A balanced 14a and 14d clues today. Half hinted. Hopefully, you will get enough checkers to get the rest, but if you want another nudge just ask.

Here we go…

As it is a Prize puzzle I can only hint at a few and hope that will give you the checkers and inspiration to go further. I’ll be back just after the closing date with the full blog. Don’t forget to follow BD’s instructions in RED at the bottom of the hints!

I hope I don’t have to redact any comments but I am new at this and don’t want to rock the boat. If in doubt, I’ll rub it out! I think that sentence is a bit redundant. You have all been so helpful in sorting out prior parsing failures, and I am sure I will need similar help again.
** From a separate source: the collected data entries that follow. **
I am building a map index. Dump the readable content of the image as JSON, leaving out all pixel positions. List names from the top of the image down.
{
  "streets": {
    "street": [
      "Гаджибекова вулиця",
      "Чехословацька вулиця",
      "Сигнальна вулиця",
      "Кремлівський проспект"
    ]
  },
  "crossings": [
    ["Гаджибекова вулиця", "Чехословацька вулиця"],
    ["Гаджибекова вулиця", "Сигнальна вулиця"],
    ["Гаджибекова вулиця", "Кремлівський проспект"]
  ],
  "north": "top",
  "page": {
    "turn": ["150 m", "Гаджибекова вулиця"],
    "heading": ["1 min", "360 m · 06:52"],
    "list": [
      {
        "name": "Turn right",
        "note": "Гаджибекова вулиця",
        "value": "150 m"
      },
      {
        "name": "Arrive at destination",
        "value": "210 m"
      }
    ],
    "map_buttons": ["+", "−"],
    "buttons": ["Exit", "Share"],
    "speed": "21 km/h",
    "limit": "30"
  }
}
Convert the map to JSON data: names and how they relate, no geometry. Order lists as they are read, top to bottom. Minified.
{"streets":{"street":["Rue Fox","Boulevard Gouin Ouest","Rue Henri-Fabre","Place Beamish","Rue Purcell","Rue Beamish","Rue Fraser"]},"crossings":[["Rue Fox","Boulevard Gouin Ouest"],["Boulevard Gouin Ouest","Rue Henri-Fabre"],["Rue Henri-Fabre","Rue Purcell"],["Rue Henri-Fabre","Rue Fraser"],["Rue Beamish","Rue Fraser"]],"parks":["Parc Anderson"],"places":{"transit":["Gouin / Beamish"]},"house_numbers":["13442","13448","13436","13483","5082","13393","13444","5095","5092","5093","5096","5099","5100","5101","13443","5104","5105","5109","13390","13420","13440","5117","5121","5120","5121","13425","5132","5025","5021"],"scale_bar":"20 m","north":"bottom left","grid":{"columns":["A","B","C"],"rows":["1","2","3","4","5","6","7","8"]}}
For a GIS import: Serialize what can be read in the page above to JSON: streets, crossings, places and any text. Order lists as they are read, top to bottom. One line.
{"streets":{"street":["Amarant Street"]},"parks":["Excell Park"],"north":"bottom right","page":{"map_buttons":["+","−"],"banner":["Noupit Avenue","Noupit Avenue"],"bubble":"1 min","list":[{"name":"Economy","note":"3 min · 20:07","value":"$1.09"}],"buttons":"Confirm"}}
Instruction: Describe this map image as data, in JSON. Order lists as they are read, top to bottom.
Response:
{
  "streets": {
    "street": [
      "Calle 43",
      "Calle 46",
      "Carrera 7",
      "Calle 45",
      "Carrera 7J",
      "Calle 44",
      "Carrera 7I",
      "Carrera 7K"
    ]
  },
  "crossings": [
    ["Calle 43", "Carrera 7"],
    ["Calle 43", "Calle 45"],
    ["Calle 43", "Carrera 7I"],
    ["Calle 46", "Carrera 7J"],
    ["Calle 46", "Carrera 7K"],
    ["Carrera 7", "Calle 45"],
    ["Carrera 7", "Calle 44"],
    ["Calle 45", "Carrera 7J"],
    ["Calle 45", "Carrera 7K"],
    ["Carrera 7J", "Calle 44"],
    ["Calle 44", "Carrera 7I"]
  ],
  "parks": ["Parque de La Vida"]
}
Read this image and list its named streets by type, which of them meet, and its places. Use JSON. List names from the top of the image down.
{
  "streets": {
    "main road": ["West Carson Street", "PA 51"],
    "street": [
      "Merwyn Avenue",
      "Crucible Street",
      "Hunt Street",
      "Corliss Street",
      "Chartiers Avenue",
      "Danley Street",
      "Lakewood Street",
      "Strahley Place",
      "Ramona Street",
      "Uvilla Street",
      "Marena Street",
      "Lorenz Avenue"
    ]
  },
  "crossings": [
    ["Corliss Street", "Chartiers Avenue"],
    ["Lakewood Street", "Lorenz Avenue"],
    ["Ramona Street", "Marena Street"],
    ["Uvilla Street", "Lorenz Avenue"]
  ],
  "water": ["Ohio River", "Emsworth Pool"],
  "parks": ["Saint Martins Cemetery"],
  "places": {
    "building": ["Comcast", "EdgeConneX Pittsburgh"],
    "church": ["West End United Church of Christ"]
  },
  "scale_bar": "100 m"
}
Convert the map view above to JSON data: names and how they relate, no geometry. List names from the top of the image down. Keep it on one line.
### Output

Most of the terms used in these hints are explained in the Glossary and examples are available by clicking on the entry under “See also” Where the hint describes a construct as “usual” this means that more help can be found in The Usual Suspects, which gives a number of the elements commonly used in the wordplay. Another useful page is Wolves in Sheep’s Clothing, which features words with meanings that are not always immediately obvious.

A full review of this puzzle will be published after the closing date for submissions. Some hints follow: Remember the site rules and play nicely.


1a Am I going to reveal information about live opera? (7,4)
The first word ( also a synonym of to live or be) goes into a phrase that asks if one is going to reveal information, to be an opera.
William Tell's Overture Cartoons and Comics - funny pictures from CartoonStock
8a It’s impossible, note, to invest in new food e-tailer (2,3,2)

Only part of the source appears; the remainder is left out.